19 October 2011

Ratacrabby, Slow Cooked



Ratatouille is a delicious tomato-based French dish with eggplant (aubergine), zucchini (courgette), onion, and bell pepper.  Some people like it baked or fried or crunchy, but I like it soft and simmered.  Someone on the internet somewhere (how's that for vague?) described it as 'jammy' and I think that's a great way of describing what I think the texture of ratatouille should be like.  I like it hot in the fall and cold in the summer.  Well, I would like it cold in the summer if it ever got hot here in the Scottish countryside.  ;D

With love from the bottom of my crock.*
I loosely followed the recipe from this book -- which, by the way, is a fantastic resource for those of you who like to crock it up a notch.  (I don't know about you, but when I got my slow cooker, I kind of didn't know what to do with it and now I even bake sweet potatoes in mine!)  I say I loosely followed the recipe for two reasons -- the first is that I always loosely follow recipes unless they are some kind of baked cake or pastry and the second is that I didn't have a bell pepper, so I substituted paprika -- paprika is ground up pepper, so I figured that was the next best thing I had on-hand.  ;p

Ratatouille is traditionally a side dish, but nowadays is often served as a main with pasta or rice.  Tonight, I served it with some pasta** and a side of white beans seasoned with garlic and thyme. 
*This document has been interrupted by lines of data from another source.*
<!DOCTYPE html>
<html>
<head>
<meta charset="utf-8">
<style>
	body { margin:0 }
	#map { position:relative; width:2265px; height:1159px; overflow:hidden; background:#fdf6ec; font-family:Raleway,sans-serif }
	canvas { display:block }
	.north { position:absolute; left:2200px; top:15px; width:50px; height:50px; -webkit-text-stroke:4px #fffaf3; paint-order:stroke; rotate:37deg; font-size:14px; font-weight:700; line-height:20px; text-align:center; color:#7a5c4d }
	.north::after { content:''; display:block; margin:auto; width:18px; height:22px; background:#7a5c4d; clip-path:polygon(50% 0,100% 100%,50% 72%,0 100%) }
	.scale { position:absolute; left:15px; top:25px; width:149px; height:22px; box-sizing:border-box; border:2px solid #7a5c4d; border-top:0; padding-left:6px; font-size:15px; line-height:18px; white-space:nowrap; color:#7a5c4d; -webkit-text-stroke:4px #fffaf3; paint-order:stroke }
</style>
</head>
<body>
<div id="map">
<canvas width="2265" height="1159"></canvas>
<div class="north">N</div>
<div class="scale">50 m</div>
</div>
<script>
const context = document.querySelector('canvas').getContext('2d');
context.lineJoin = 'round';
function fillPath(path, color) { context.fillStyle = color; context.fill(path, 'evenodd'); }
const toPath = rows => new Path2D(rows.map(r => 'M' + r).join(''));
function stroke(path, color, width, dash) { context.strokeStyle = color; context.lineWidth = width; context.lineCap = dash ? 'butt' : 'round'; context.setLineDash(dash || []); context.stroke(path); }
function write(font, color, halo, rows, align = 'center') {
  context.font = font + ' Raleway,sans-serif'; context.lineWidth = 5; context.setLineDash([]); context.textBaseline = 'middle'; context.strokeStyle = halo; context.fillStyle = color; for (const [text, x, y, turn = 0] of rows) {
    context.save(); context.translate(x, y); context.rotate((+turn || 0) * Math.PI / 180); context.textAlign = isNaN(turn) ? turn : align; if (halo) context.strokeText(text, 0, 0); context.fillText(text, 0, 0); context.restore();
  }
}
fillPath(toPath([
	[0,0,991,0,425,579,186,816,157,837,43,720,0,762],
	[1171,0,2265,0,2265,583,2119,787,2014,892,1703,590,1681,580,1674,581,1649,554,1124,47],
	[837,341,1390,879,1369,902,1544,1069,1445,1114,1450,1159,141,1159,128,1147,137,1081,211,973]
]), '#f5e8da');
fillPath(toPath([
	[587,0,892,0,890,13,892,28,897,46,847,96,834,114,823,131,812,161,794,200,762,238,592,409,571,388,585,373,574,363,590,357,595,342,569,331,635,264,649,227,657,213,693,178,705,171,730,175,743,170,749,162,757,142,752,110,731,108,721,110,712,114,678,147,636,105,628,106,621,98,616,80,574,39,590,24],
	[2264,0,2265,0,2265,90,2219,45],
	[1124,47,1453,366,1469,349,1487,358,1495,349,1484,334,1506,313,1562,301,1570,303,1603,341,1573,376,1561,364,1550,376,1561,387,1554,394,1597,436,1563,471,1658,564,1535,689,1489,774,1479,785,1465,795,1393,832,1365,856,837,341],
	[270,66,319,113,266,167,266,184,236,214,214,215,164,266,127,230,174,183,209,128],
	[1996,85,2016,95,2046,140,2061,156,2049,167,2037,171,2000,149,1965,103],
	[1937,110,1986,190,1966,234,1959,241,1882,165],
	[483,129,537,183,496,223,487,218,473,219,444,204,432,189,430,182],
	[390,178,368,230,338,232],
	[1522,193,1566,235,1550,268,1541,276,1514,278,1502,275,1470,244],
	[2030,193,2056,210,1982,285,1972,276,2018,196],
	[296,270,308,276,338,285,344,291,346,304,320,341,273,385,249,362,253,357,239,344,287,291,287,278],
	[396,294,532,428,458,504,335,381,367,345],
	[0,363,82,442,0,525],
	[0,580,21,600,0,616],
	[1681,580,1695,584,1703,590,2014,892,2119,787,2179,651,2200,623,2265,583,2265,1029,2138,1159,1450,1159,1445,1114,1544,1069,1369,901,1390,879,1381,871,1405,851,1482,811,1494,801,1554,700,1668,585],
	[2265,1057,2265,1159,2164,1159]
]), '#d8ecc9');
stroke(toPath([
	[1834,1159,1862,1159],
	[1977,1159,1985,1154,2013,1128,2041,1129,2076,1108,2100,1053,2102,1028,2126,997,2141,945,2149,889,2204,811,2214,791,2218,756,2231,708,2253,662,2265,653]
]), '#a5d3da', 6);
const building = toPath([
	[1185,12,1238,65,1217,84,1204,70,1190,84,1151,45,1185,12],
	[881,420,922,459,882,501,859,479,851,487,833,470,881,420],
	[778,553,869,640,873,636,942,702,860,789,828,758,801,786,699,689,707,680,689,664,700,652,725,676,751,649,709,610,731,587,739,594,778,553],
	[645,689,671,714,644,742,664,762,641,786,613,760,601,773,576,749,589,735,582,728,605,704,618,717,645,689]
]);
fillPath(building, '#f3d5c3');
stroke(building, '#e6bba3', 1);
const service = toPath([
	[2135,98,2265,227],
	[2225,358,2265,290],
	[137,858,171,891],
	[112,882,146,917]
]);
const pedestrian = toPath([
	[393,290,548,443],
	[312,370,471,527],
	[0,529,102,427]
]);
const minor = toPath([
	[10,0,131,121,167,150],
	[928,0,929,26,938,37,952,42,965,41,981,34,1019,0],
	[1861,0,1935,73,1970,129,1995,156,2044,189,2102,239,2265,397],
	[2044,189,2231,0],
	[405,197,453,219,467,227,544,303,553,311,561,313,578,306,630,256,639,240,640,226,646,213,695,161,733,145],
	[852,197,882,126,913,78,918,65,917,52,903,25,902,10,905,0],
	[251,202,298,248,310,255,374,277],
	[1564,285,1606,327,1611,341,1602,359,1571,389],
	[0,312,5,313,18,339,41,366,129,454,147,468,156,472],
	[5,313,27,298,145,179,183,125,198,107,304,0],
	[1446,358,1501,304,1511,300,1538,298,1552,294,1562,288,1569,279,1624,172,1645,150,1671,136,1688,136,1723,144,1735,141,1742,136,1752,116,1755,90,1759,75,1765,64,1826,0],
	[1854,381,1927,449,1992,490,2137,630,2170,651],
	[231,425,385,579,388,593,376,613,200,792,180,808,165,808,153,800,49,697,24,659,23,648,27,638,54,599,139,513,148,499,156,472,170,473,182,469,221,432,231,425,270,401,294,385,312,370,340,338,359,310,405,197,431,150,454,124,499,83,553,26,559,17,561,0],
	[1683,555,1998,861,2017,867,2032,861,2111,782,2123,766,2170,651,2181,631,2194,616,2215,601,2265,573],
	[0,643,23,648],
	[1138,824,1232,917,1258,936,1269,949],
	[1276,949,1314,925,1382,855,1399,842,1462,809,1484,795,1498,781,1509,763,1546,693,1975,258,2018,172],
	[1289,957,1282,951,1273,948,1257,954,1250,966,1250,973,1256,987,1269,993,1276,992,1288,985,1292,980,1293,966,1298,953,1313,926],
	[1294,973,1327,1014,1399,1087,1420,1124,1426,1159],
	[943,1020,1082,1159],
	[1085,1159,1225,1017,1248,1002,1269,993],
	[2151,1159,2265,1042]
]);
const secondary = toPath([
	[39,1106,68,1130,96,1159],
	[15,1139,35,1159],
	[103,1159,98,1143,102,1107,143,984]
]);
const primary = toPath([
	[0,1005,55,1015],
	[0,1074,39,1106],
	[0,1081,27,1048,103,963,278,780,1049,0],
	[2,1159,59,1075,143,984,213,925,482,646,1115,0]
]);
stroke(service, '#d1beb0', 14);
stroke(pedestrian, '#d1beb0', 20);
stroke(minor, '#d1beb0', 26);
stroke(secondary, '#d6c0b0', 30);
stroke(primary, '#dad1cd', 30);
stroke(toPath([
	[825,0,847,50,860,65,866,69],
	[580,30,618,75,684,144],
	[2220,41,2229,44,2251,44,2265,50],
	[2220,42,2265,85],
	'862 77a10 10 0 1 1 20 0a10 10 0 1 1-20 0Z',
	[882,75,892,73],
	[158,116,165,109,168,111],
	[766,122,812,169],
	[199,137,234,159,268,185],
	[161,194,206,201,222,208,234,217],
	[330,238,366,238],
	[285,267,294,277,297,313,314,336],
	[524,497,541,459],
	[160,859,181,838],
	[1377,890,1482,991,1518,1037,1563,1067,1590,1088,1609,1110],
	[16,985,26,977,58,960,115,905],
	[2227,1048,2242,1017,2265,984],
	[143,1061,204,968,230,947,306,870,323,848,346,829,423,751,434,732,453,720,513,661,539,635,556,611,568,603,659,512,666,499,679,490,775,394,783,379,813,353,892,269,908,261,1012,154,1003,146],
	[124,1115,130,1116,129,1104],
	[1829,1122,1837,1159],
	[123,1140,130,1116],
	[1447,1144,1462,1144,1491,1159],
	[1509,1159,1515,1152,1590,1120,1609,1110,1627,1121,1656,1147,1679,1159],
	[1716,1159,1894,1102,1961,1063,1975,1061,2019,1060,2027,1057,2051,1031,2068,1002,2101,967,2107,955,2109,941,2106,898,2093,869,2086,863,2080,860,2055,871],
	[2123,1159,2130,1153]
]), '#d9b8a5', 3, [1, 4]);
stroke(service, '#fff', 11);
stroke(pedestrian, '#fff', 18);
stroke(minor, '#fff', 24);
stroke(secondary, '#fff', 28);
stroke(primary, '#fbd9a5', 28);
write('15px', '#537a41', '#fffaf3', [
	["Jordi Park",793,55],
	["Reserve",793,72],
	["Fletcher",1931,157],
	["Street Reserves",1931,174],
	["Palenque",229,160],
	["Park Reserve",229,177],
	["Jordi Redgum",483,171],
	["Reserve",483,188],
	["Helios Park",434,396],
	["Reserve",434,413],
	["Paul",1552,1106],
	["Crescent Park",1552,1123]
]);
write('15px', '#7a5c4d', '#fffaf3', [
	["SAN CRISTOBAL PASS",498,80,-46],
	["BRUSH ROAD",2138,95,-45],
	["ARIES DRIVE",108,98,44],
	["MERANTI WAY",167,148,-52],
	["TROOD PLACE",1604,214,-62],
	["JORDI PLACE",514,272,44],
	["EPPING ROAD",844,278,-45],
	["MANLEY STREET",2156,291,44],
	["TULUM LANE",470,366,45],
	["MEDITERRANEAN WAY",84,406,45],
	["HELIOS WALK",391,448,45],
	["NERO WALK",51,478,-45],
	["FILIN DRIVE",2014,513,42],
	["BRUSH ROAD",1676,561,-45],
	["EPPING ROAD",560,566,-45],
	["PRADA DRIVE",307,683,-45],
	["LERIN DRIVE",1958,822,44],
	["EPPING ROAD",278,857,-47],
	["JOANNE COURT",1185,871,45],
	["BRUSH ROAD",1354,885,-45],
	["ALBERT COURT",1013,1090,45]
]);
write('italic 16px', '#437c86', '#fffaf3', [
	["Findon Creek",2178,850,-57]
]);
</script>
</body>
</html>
*  Which is way better than love from the bottom of my crack.  Just take my word on that one.
**  Value Pasta (rotini) and Value Spaghetti are only 19p at Morrisons right now.  I stocked up.  Value Digestives are 19p at the moment, too!

1 comment:

  1. Yes "hearty" is another word usually attached to such a reipe I think. It makes a great meal and I'm happy with mine over a bed of rice plus a bit of spice.